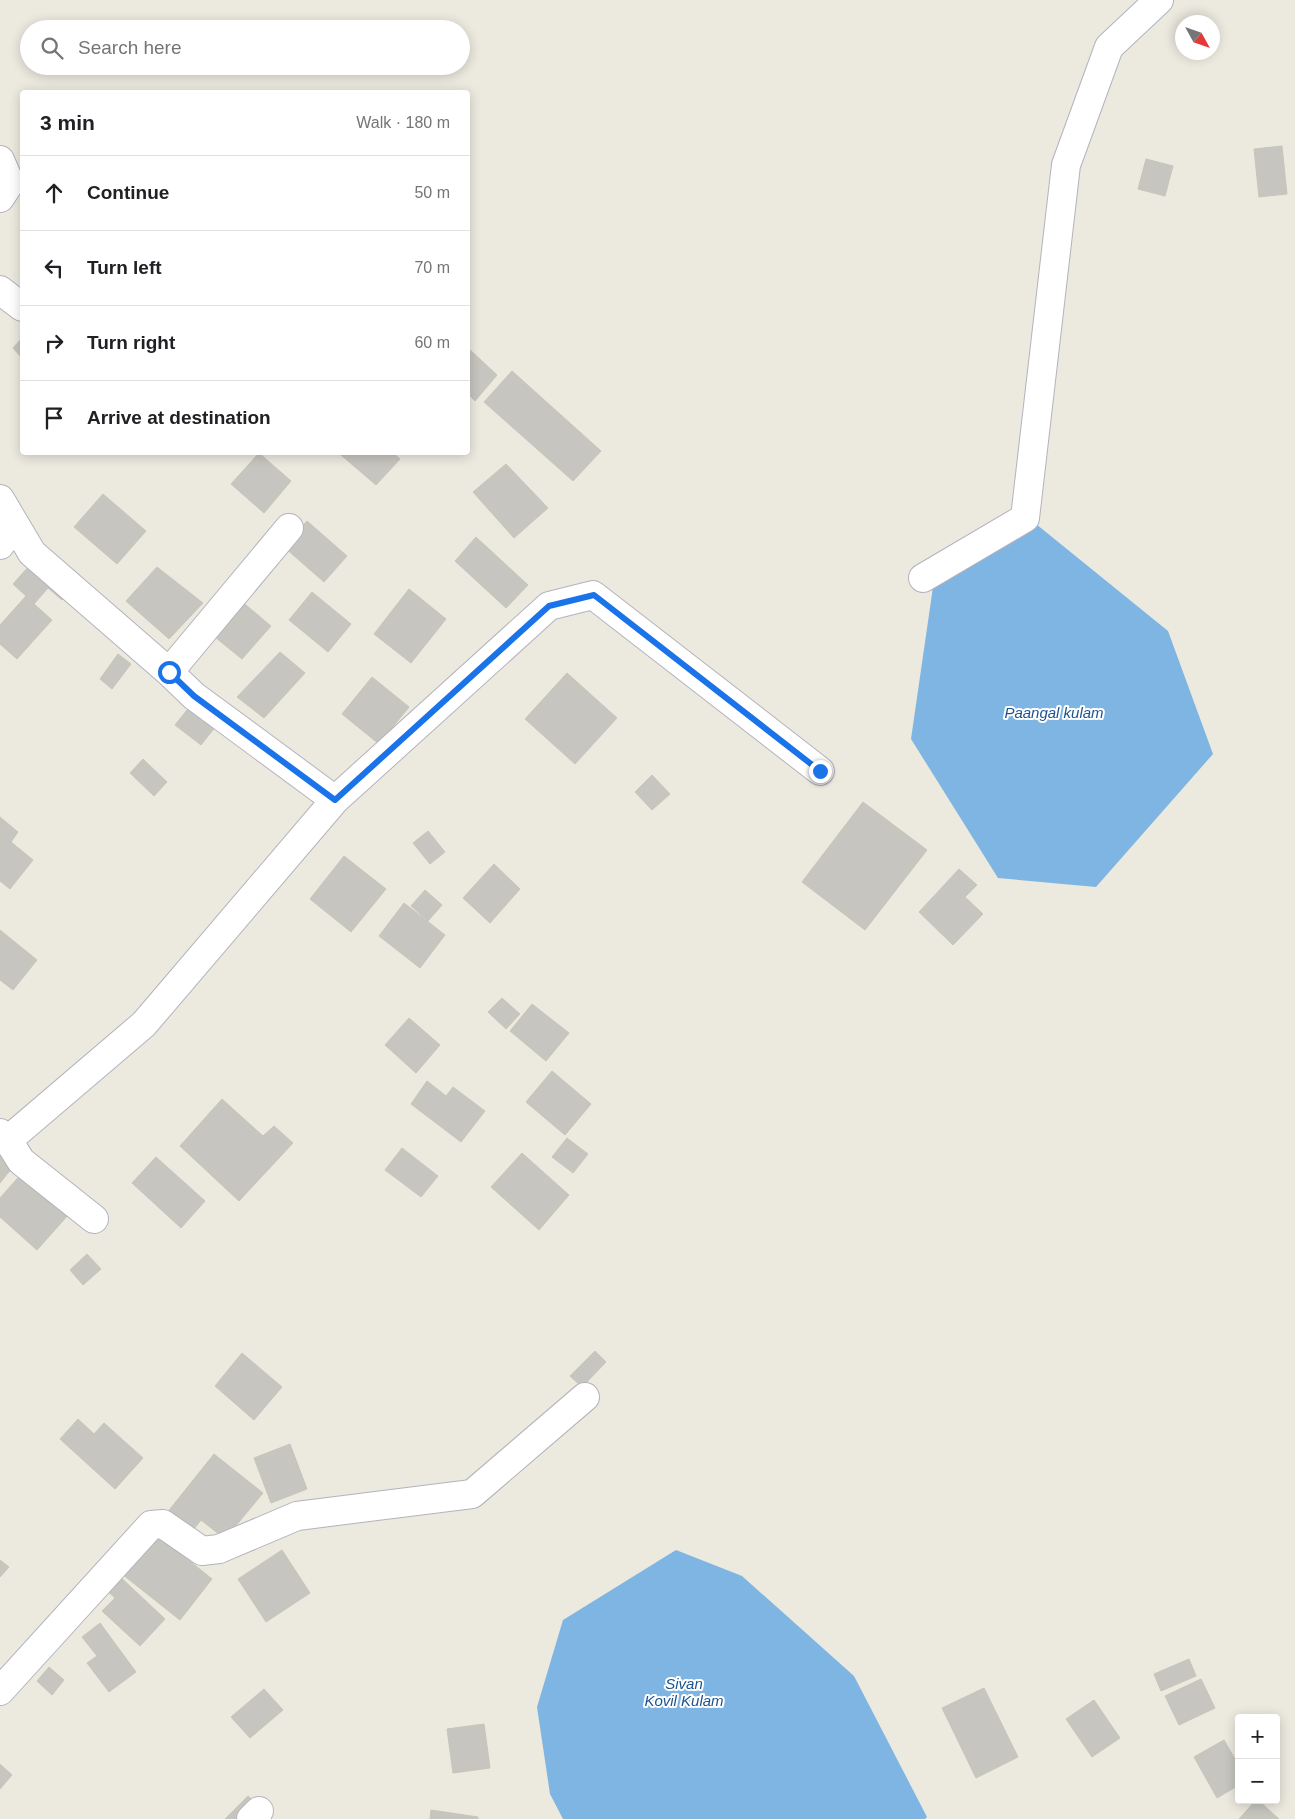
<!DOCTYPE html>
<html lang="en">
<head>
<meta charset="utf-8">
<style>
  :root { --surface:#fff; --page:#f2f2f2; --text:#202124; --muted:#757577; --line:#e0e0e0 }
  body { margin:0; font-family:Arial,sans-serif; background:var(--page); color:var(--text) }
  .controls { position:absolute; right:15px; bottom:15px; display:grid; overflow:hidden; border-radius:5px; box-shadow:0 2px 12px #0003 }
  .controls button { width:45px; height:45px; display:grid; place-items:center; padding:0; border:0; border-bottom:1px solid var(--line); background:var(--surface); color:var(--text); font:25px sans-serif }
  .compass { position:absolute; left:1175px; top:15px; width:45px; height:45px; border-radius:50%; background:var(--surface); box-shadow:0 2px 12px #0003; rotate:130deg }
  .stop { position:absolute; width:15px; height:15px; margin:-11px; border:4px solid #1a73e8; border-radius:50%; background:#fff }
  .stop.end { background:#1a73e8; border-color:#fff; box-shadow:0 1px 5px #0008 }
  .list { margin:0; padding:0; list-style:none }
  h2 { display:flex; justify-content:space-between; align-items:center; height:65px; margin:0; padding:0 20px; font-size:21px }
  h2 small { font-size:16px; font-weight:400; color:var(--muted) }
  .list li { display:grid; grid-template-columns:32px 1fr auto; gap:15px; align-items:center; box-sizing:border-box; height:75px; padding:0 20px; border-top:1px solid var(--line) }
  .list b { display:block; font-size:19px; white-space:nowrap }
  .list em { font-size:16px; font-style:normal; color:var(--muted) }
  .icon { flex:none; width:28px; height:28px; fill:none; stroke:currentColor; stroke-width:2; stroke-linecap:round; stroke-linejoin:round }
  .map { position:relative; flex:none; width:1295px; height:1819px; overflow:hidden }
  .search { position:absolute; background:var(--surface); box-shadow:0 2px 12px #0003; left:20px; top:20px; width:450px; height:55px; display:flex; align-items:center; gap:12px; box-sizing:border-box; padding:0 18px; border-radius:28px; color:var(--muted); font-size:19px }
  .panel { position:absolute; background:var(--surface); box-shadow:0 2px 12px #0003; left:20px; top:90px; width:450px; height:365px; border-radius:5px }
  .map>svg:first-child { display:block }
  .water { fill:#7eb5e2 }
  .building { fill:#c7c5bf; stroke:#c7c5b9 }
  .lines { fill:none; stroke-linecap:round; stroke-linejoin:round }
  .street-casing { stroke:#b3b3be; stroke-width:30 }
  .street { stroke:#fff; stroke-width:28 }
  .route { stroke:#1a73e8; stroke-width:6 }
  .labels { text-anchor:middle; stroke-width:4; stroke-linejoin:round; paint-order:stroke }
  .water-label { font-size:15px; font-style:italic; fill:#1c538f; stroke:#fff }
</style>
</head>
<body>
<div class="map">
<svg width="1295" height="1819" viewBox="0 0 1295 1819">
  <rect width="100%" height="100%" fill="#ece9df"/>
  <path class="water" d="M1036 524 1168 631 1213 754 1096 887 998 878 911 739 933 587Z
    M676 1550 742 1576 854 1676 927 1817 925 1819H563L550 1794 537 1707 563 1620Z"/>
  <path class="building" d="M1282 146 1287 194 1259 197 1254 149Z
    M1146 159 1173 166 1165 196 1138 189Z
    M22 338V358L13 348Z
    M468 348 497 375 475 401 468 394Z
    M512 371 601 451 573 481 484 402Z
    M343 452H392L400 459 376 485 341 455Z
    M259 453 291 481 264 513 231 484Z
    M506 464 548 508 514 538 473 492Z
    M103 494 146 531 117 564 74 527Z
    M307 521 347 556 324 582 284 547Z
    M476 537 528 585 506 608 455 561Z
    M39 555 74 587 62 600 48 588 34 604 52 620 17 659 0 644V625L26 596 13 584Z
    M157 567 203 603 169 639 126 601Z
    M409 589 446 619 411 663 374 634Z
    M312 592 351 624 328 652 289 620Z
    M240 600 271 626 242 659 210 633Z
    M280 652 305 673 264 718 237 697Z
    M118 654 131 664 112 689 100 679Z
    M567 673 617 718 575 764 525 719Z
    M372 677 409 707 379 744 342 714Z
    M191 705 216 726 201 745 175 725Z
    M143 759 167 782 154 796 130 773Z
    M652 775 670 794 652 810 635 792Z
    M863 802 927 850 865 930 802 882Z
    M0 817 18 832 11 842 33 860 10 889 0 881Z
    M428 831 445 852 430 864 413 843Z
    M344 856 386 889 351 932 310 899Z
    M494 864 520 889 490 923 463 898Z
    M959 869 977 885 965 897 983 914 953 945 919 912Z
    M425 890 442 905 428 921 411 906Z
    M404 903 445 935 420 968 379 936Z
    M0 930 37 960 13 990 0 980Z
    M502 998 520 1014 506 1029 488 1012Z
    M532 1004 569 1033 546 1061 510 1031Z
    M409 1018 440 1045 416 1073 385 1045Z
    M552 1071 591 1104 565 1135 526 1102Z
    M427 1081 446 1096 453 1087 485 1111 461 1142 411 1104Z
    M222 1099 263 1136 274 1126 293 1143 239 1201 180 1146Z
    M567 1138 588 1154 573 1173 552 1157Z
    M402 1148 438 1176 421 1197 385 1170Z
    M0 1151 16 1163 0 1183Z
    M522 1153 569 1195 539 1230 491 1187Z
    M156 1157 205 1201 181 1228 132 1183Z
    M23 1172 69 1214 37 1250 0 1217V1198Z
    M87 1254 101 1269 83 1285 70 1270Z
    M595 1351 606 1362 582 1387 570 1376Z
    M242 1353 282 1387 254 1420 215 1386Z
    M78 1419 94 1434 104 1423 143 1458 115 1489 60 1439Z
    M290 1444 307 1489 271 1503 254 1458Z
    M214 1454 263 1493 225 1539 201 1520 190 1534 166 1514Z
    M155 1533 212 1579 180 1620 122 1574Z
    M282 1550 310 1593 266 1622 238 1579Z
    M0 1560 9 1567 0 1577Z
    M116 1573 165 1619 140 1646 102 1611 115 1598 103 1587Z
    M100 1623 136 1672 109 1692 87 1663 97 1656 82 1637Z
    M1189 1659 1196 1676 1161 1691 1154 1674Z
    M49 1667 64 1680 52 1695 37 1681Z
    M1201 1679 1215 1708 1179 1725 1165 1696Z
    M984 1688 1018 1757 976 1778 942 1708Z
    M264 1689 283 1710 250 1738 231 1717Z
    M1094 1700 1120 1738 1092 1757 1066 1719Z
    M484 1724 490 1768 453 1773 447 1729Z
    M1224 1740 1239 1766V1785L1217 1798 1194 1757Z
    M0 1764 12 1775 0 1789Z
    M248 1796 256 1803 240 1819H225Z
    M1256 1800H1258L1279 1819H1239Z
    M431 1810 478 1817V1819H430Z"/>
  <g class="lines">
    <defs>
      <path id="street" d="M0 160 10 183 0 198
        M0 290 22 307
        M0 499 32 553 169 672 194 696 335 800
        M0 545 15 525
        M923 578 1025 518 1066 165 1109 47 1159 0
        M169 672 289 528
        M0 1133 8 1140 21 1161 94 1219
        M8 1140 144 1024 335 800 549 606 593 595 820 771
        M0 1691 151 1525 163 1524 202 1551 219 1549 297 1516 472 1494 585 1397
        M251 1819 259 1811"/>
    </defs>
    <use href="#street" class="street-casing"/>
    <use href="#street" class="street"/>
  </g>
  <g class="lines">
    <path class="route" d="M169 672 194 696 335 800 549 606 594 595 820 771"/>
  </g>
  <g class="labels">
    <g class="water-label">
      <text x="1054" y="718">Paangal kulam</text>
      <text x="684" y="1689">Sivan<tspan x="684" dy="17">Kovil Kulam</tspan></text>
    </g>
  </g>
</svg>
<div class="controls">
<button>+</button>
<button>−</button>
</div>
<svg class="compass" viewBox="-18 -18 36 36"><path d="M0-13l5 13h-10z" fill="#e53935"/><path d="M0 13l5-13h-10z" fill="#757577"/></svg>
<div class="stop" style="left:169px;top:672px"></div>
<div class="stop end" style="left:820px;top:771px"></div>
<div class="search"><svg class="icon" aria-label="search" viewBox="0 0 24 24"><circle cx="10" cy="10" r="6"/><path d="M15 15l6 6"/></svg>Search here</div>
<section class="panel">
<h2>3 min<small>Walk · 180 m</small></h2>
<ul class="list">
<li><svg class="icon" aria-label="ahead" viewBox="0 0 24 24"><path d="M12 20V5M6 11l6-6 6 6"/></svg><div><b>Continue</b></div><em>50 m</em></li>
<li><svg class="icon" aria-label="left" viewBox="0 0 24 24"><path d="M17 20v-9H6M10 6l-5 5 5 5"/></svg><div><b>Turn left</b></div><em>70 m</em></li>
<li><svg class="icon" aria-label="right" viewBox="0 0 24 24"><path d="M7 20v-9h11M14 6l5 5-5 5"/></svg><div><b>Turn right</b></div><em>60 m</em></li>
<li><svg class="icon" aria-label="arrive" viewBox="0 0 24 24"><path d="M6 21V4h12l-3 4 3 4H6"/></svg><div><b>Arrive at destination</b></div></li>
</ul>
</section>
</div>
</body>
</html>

_Task brief_: Everything from the opening line of the data through the line with "position:absolute; right:15px; bottom:15px;" should be repeated exactly; leave the pictures out.

_Solution below_:
<!DOCTYPE html>
<html lang="en">
<head>
<meta charset="utf-8">
<style>
  :root { --surface:#fff; --page:#f2f2f2; --text:#202124; --muted:#757577; --line:#e0e0e0 }
  body { margin:0; font-family:Arial,sans-serif; background:var(--page); color:var(--text) }
  .controls { position:absolute; right:15px; bottom:15px; display:grid; overflow:hidden; border-radius:5px; box-shadow:0 2px 12px #0003 }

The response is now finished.